The spell has been broken, and author J.K. Rowling can now speak freely about all the things she could only hint at all these years — whether Harry would live or die, who else was on the chopping block, how to steal her millions. (OK, maybe not that last one.)
Still, in her first television interview since the release of "Harry Potter and the Deathly Hallows," Rowling gave NBC's Meredith Vieira a few tidbits that should appease fans at least until the next book. (And yes, there could be a next book.) The interview airs Thursday and Friday on "Today" (7:00-10:00 a.m. ET) and Sunday on "Dateline" (7:00 p.m. ET); all three shows will differ from each other. (Spoiler alert: If you haven't finished "Deathly Hallows" yet, you might not want to read further!)
"I need to be off ... writing," Rowling admitted in the interview, which took place Tuesday in Edinburgh, Scotland. "I think I probably will [do a Harry Potter encyclopedia.] ... The raw material is all in my notes. ... But I'm not going to do it tomorrow, because I'd really like a break. I want to take a break from publishing for a little while. You know, I've still got a young family [her 4-year-old son David Gordon and 2-year-old daughter Mackenzie Jean]. So you may be waiting." (See "'Harry Potter And The Deathly Hallows': Sad And Satisfying").
Rowling promised the encyclopedia would include details about who would be headmaster at Hogwarts by the time we get to the epilogue. "It would be someone new," Rowling said, "since [Headmistress Minerva] McGonagall was really getting on a bit." It might also include what else has changed at Hogwarts, besides Neville Longbottom taking up the Herbology post. "I can well imagine Harry returning to give the odd talk on defense against the dark arts," Rowling said. "And of course, the jinx is broken now because Voldemort's gone. Now they can keep a good Defense Against the Dark Arts teacher from here on in. So that aspect of the wizarding education is now provided for."
The encyclopedia may or may not include back stories on some characters who were neglected for the sake of othes, such as Dean Thomas, whose story was sacrificed to make room for his Gryffindor classmate Neville, the Boy-Who-Almost-Was. "Dean Thomas has a much more interesting history than ever appeared in the books for me," Rowling said. "You just see glimpses of it. But to write it really would take us into prequel territory ... 'Star Wars' territory. And that's not really a place I'm planning to go."

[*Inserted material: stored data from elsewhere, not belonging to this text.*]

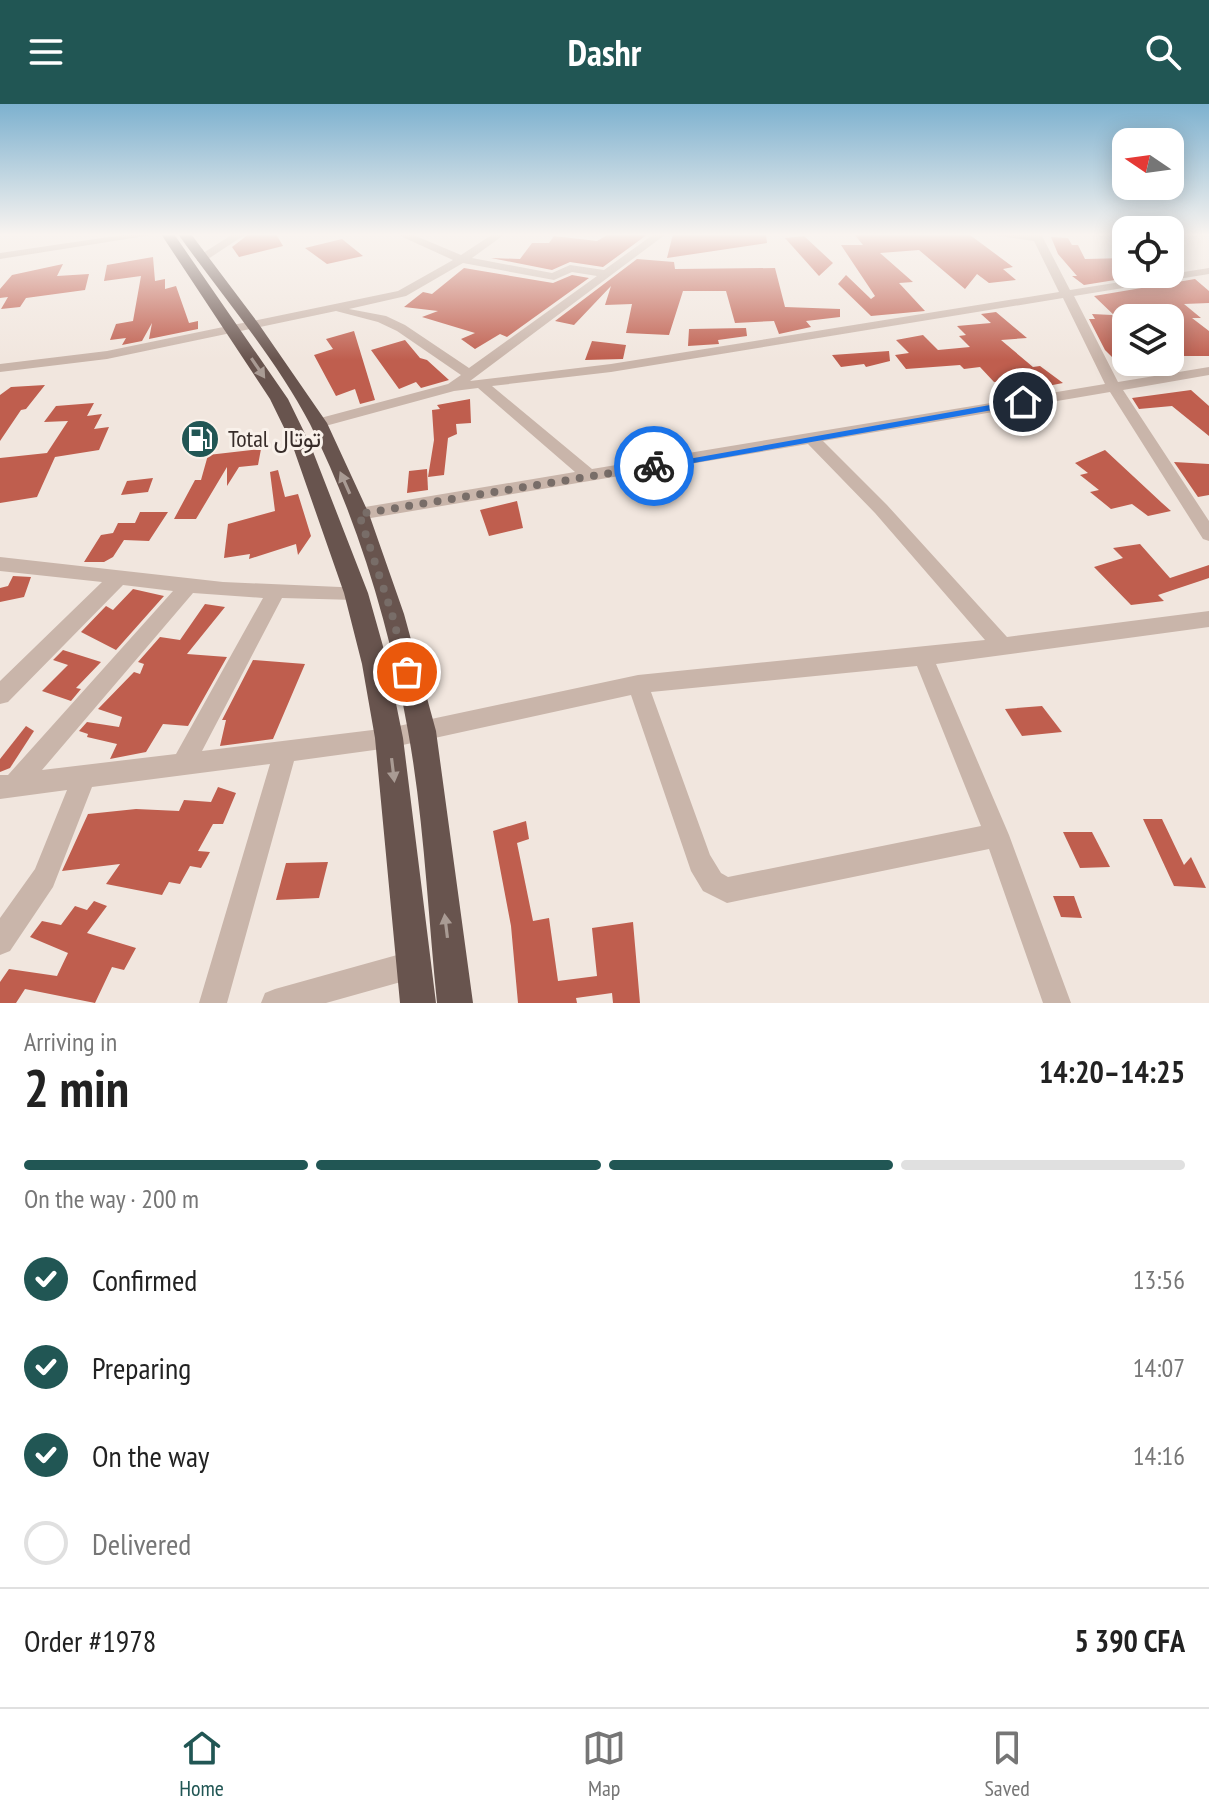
<!DOCTYPE html>
<html lang="en">
<head>
<meta charset="utf-8">
<style>
	:root { --surface:#fff; --page:#f2f2f2; --text:#222; --muted:#767676; --line:#e0e0e0; --accent:#215654 }
	body { margin:0; font-family:"PT Sans Narrow",Vazirmatn,sans-serif; background:var(--page); color:var(--text); height:100vh; display:flex; flex-direction:column; font-size:30px; white-space:nowrap }
	* { box-sizing:border-box; margin:0 }
	p { font-size:26px; color:var(--muted) }
	.icon { flex:none; width:44px; height:44px; fill:none; stroke:currentColor; stroke-width:2; stroke-linecap:round; stroke-linejoin:round }
	.map { position:relative; height:899px; overflow:hidden }
	.details { display:flex; flex-direction:column; background:var(--surface); flex:1 }
	.details>* { flex:none }
	.needle { width:52px; rotate:283deg }
	.fabs { position:absolute; left:1112px; top:24px; display:grid; gap:16px }
	.fabs a { display:grid; place-items:center; width:72px; height:72px; border-radius:16px; background:var(--surface); box-shadow:0 4px 20px #0003; font-size:40px }
	.pin { position:absolute; display:grid; place-items:center; width:68px; height:68px; color:#fff; margin:-34px; border:4px solid #fff; border-radius:50%; box-shadow:0 2px 8px #0007 }
	.courier { position:absolute; display:grid; place-items:center; width:80px; height:80px; margin:-40px; border:6px solid #1a73e8; border-radius:50%; background:#fff; color:#222; box-shadow:0 2px 10px #0007 }
	.overview em { font-style:normal; font-weight:700 }
	.overview div { display:flex; flex-direction:column-reverse }
	.overview { display:flex; align-items:center; justify-content:space-between; height:136px; padding:0 24px }
	h1 { font-size:52px; font-weight:700; line-height:60px }
	.bar { display:grid; grid-template-columns:repeat(4,1fr); gap:12px 8px; align-content:center; height:96px; padding:0 24px }
	.bar i { height:10px; border-radius:6px; background:var(--line) }
	.bar .on { background:var(--accent) }
	.bar p { grid-column:span 4 }
	.line { display:flex; align-items:center; gap:20px; padding:0 24px; border-top:2px solid var(--line) }
	.line div { flex:1 }
	ol { padding:0 24px; list-style:none }
	li { display:flex; align-items:center; gap:24px; height:88px }
	li p { margin-inline-start:auto }
	li .icon { padding:8px; border-radius:50%; background:var(--accent); color:#fff; stroke-width:4 }
	li:last-child { color:var(--muted) }
	li i { width:44px; height:44px; border:4px solid var(--line); border-radius:50% }
	header { display:flex; justify-content:space-between; align-items:center; height:104px; padding:0 24px; background:var(--accent); color:#fff; font-size:36px; font-weight:700 }
	.dock { display:flex; justify-content:space-around; align-items:center; height:112px; border-top:2px solid var(--line); background:var(--surface); font-size:22px; color:var(--muted) }
	.dock a { display:grid; justify-items:center; gap:4px }
	.dock .on { color:var(--accent) }
	.map>svg:first-child { display:block }
	.building { fill:#bf5e4e }
	.lines { fill:none; stroke-linecap:round; stroke-linejoin:round }
	.minor { fill:#c9b5aa; fill-rule:evenodd }
	.trunk { fill:#68544e; fill-rule:evenodd }
	.oneway { fill:#a99b94 }
	.route { fill:#1a73e8 }
	.done { stroke:#786d68; stroke-width:8; stroke-dasharray:0 14.4 }
	.labels { text-anchor:middle; stroke-width:6; stroke-linejoin:round; paint-order:stroke }
	.poi-label { font-size:24px; fill:#372c29; stroke:#f9f1ea; text-anchor:start }
</style>
</head>
<body>
<header><svg class="icon" aria-label="menu" viewBox="0 0 24 24"><path d="M4 6h16M4 12h16M4 18h16"/></svg>Dashr<svg class="icon" aria-label="search" viewBox="0 0 24 24"><circle cx="10" cy="10" r="6"/><path d="M15 15l6 6"/></svg></header>
<div class="map">
<svg width="1209" height="899" viewBox="0 0 1209 899">
	<rect width="100%" height="100%" fill="#f1e6de"/>
	<g class="building">
		<polygon points="249,130 276,130 283,142 239,153 232,143"/>
		<polygon points="609,130 648,130 603,163 570,158 552,166 491,154 520,155 532,139 549,139 554,132 597,137"/>
		<polygon points="673,130 766,131 767,139 667,154"/>
		<polygon points="854,130 970,131 1013,163 1003,165 1016,176 989,179 977,170 965,185 919,146 880,149 913,178 899,179 925,207 871,212 838,180 846,171 871,195 875,192 841,141 863,141"/>
		<polygon points="804,132 833,159 819,172 785,134"/>
		<polygon points="1051,133 1068,134 1072,141 1078,141 1085,155 1126,154 1126,172 1146,171 1084,181 1072,172 1077,172 1058,150"/>
		<polygon points="342,135 363,152 327,160 305,144"/>
		<polygon points="153,153 155,177 165,175 165,185 176,182 189,219 198,217 198,225 149,235 152,219 142,237 122,241 126,234 110,236 116,220 133,217 141,172 104,177 107,161"/>
		<polygon points="637,155 674,158 675,165 775,164 785,203 840,205 840,213 806,217 811,223 779,230 774,217 735,219 726,187 683,187 669,231 626,229 632,200 605,201 611,182 574,221 555,217"/>
		<polygon points="63,160 57,172 89,170 85,186 26,194 20,203 1,205 8,193 0,194 0,185 12,171"/>
		<polygon points="464,164 553,179 572,171 589,174 507,233 500,230 475,245 461,235 475,229 422,213 438,207 404,203 423,188 432,190"/>
		<polygon points="1195,175 1209,187 1209,199 1184,200 1201,214 1192,214 1209,227 1209,252 1174,252 1170,248 1170,214 1117,214 1094,192"/>
		<polygon points="996,208 1027,234 1001,236 1033,263 1040,262 1063,279 1032,285 1021,276 994,278 980,263 964,265 960,261 906,265 895,251 909,249 896,236 923,231 938,246 970,243 959,232 966,231 957,222 991,219 981,210"/>
		<polygon points="1092,210 1112,211 1126,226 1126,258 1159,258 1169,267 1120,269 1122,263 1105,246 1089,215 1095,215"/>
		<polygon points="746,224 747,232 718,236 719,240 688,242 689,225"/>
		<polygon points="354,227 375,296 360,300 355,285 336,292 314,251 333,245 326,235"/>
		<polygon points="405,236 420,254 427,256 449,276 421,284 416,278 399,285 371,246"/>
		<polygon points="592,237 626,241 623,255 585,256"/>
		<polygon points="889,247 890,257 866,263 864,260 841,263 832,251"/>
		<polygon points="45,281 26,305 21,306 0,337 0,291 11,283"/>
		<polygon points="1191,286 1209,302 1209,332 1172,302 1139,305 1132,294"/>
		<polygon points="470,295 471,319 456,320 457,330 448,334 444,371 428,373 434,336 432,306 440,305 437,301"/>
		<polygon points="94,299 87,312 102,310 94,325 109,323 99,346 55,353 37,393 0,399 0,354 47,349 68,317 44,318 56,302"/>
		<polygon points="261,345 258,361 239,363 227,382 227,363 196,415 174,415 195,376 201,376 208,351"/>
		<polygon points="1105,346 1162,399 1171,407 1148,412 1132,400 1111,405 1090,388 1099,386 1080,371 1088,369 1075,359"/>
		<polygon points="1174,358 1209,360 1209,391 1198,393"/>
		<polygon points="427,365 428,386 407,389 409,367"/>
		<polygon points="278,366 285,393 298,390 311,432 298,451 296,440 249,455 250,450 224,454 228,420 275,407 270,368"/>
		<polygon points="153,374 148,388 121,391 127,377"/>
		<polygon points="517,397 523,424 489,432 480,406"/>
		<polygon points="140,408 168,408 149,437 124,436 113,453 104,458 84,458 101,431 113,429 118,419 135,419"/>
		<polygon points="1140,440 1170,474 1209,461 1209,474 1158,491 1164,497 1131,501 1094,463 1123,454 1113,444"/>
		<polygon points="13,472 31,473 24,493 0,498 0,484 8,482"/>
		<polygon points="133,485 164,492 116,546 81,528 106,502 113,506"/>
		<polygon points="205,500 225,503 187,550 227,553 188,622 163,620 146,648 110,655 117,640 87,633 88,630 79,627 87,618 119,623 122,613 98,605 134,568 140,570 144,560 138,558 160,533 180,536"/>
		<polygon points="63,546 101,558 76,584 81,585 71,597 42,587 68,561 53,556"/>
		<polygon points="253,556 305,560 273,635 220,642 226,616 222,616"/>
		<polygon points="1042,602 1062,628 1022,632 1005,605"/>
		<polygon points="26,622 34,627 10,664 0,668 0,655"/>
		<polygon points="218,683 236,689 223,720 213,720 198,747 210,748 201,764 190,762 180,780 169,778 162,791 106,780 120,760 62,767 88,710 136,705 179,707 184,696 211,698"/>
		<polygon points="1143,715 1162,715 1184,761 1191,753 1206,784 1174,782"/>
		<polygon points="526,717 529,735 517,739 533,817 549,814 558,877 597,872 592,824 633,818 640,899 613,899 612,889 576,894 577,899 518,899 511,822 493,727"/>
		<polygon points="1063,728 1092,728 1110,763 1080,764"/>
		<polygon points="328,758 319,794 276,796 286,759"/>
		<polygon points="1053,792 1074,792 1082,814 1061,813"/>
		<polygon points="94,797 107,802 87,829 136,844 124,866 112,863 95,899 25,885 16,899 0,899 0,878 9,865 57,872 68,849 30,833 42,817 61,821 75,802 87,806"/>
	</g>
	<g class="lines">
		<g class="minor">
			<polygon points="129,130 158,130 0,155 0,149"/>
			<polygon points="233,130 246,130 205,157 197,157 197,153"/>
			<path d="M396,130H411L461,151L493,130H505L472,154L552,169L570,161L604,166L654,130H666L470,277L611,260L1059,188L1034,137L986,130H1041L1070,186L1209,164V170L1074,192L1118,278L1209,263V271L1123,286L1209,417V437L1203,435L1110,288L823,337L887,401L1007,533L1209,507V523L936,560L1009,731L1071,899H1043L989,745L727,799L703,787L691,767L631,591L389,644L294,657L227,899H199L270,660L92,683L53,783L10,847L0,851V814L35,765L67,686L0,695V671H8L173,487L123,481L8,598L0,600V577L102,478L0,467V453L223,478L363,484L365,489L363,494L356,496L282,494L202,647L389,624L638,571L985,536L875,409L808,340L359,416L353,414L350,410L359,404L575,368L478,284L454,287L318,324L313,322V316L448,280L461,271L397,227L378,218L336,207L107,255L0,268V260L107,247L398,187L453,156ZM463,159L554,176L572,168L597,172L469,264L405,221L386,212L349,205L406,192ZM1063,194L1105,280L592,365L492,282L611,268ZM193,489L263,494L176,650L42,666ZM917,562L981,722L728,773L721,769L710,751L651,588Z"/>
			<polygon points="415,846 425,850 429,860 425,870 415,874 326,899 261,899 265,889 275,885"/>
		</g>
		<g class="trunk">
			<polygon points="161,130 174,130 288,295 310,340 368,489 388,560 403,634 436,899 400,899 375,634 362,560 344,489 292,340 270,295"/>
			<path d="M178,130H191L258,219L327,319L369,410L404,510L436,627L473,899H437C428,810 424,715 408,627C390,523 357,414 310,320C275,253 222,192 178,130Z"/>
		</g>
	</g>
	<defs><path id="oneway-solid" d="M-6-.8H1V-3.2L6.5 0L1 3.2V.8H-6Z" transform="scale(2)"/></defs>
	<g class="oneway">
		<use href="#oneway-solid" transform="translate(258 264) rotate(56)"/>
		<use href="#oneway-solid" transform="translate(345 379) rotate(-114)"/>
		<use href="#oneway-solid" transform="translate(393 666) rotate(83)"/>
		<use href="#oneway-solid" transform="translate(446 822) rotate(-97)"/>
	</g>
	<linearGradient id="sky" x2="0" y2="1"><stop stop-color="#7db1cf"/><stop offset="0.51" stop-color="#f9f4f0"/><stop offset="1" stop-color="#f9f4f0" stop-opacity="0"/></linearGradient>
	<rect width="1209" height="256" fill="url(#sky)"/>
	<polygon class="route" points="1023,295 1026,300 654,366 649,362"/>
	<g class="lines">
		<polyline class="done" points="407,568 392,510 359,410 654,362"/>
	</g>
	<defs>
		<symbol id="fuel-disc" viewBox="-11 -11 22 22"><circle r="9.5" fill="#215654" stroke="#f9f1ea"/><path d="M-5.5-6h7V0h2V4h1.3V-2.5L3-4.5l.8-.8L6-3V5H2.5V1h-1V6h-7ZM-4.2-4.7v3.2H.2V-4.7Z" fill="#fff"/></symbol>
	</defs>
	<g fill-rule="evenodd">
		<use href="#fuel-disc" x="178" y="313" width="44" height="44"/>
	</g>
	<g class="labels">
		<g class="poi-label">
			<text x="228" y="343">Total توتال</text>
		</g>
	</g>
</svg>
<div class="fabs">
<a><svg class="needle" viewBox="-14 -14 28 28"><path d="M0-13l5 13h-10z" fill="#e53935"/><path d="M0 13l5-13h-10z" fill="#767676"/></svg></a>
<a><svg class="icon" aria-label="locate" viewBox="0 0 24 24"><circle cx="12" cy="12" r="6"/><path d="M12 2v4M12 18v4M2 12h4M18 12h4"/></svg></a>
<a><svg class="icon" aria-label="layers" viewBox="0 0 24 24"><path d="M12 4l9 5-9 5-9-5zM3 14l9 5 9-5"/></svg></a>
</div>
<div class="pin" style="left:407px;top:568px;background:#ea580c"><svg class="icon" aria-label="bag" viewBox="0 0 24 24"><path d="M5 8h14l-1 12H6zM9 8a3 3 0 0 1 6 0"/></svg></div>
<div class="pin" style="left:1023px;top:298px;background:#1f2937"><svg class="icon" aria-label="home" viewBox="0 0 24 24"><path d="M3 11l9-7 9 7M6 9v11h12V9"/></svg></div>
<div class="courier" style="left:654px;top:362px"><svg class="icon" aria-label="bike" viewBox="0 0 24 24"><circle cx="6" cy="16" r="4"/><circle cx="18" cy="16" r="4"/><path d="M6 16l4-8h5l3 8M10 8l3 8H6M13 5h3"/></svg></div>
</div>
<section class="details">
<div class="overview"><div><h1>2 min</h1><p>Arriving in</p></div><em>14:20–14:25</em></div>
<div class="bar"><i class="on"></i><i class="on"></i><i class="on"></i><i></i><p>On the way · 200 m</p></div>
<ol>
<li><svg class="icon" aria-label="check" viewBox="0 0 24 24"><path d="M5 12l5 5 9-10"/></svg>Confirmed<p>13:56</p></li>
<li><svg class="icon" aria-label="check" viewBox="0 0 24 24"><path d="M5 12l5 5 9-10"/></svg>Preparing<p>14:07</p></li>
<li><svg class="icon" aria-label="check" viewBox="0 0 24 24"><path d="M5 12l5 5 9-10"/></svg>On the way<p>14:16</p></li>
<li><i></i>Delivered</li>
</ol>
<div class="line" style="height:104px"><div>Order #1978</div><b>5 390 CFA</b></div>
</section>
<nav class="dock">
<a class="on"><svg class="icon" aria-label="home" viewBox="0 0 24 24"><path d="M3 11l9-7 9 7M6 9v11h12V9"/></svg>Home</a>
<a><svg class="icon" aria-label="map" viewBox="0 0 24 24"><path d="M3 6l6-2 6 2 6-2v14l-6 2-6-2-6 2zM9 4v14M15 6v14"/></svg>Map</a>
<a><svg class="icon" aria-label="saved" viewBox="0 0 24 24"><path d="M7 4h10v16l-5-4-5 4z"/></svg>Saved</a>
</nav>
</body>
</html>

While Rowling didn't answer every burning question fans had after reading "Deathly Hallows" — because, let's face it, there are more than a few loose ends — she did address some of the assumptions people had made based on her past hints, such as the character who was slated to die but got a reprieve. "Mr. Weasley, he was the person who got a reprieve," Rowling revealed. Everyone assumed that character was slated to die in "Deathly Hallows," but as it turns out, Rowling was referring to the overall arc of the story, not necessarily the last installment.
"Mr. Weasley was due to die in Book Five," Rowling said. "I swapped him for someone else, and I don't want to say who for the people who haven't read it. But I made a decision as I went into writing 'Phoenix' that I was going to reprieve Mr. Weasley and I was going to kill someone else. And if you finish the book, I expect you probably know it's someone else who is a father."
Saying goodbye to Harry, however, was the hardest thing to do. "Definitely the passage that I found hardest to write of all of them in all seven books and the one that made me cry the most is Chapter 34," Rowling said. She's not alone — her fans have been crying as Harry sets off into the forest to meet Voldemort as well (See "Harry Potter Pros Chime In On Series Finale: 'There's A Nice Bow' "). "And it's the part that when I finished writing, I didn't cry as I was writing, but when I finished writing, I had an enormous explosion of emotion and I cried and cried and cried." It's a climax that Rowling had planned for years, and had a rough sketch in her mind, but "to write the definitive version" finally made it real to her.
"I was hard to live with for about a week after I finished this book," Rowling said. "The end of 17 years' work. It's very much tied into things I've done in my life for 17 years that brought back a lot of memories. ... It forced me to look back at 17 years of my life and remember things. And it was very linked to my mother dying. ... I went through two serious bereavements. Breakup of a marriage, and then lots of happy memories, you know? ... I think it was that feeling more than any other that I wouldn't have that world to retreat into again that was painful.
"And then, after a week, suddenly I felt something different," she continued. "I woke up and felt actually quite lighthearted and thought, 'I can write whatever I like!' And the pressure's off. And it's not as though Harry's gone, because he'll always be in my life."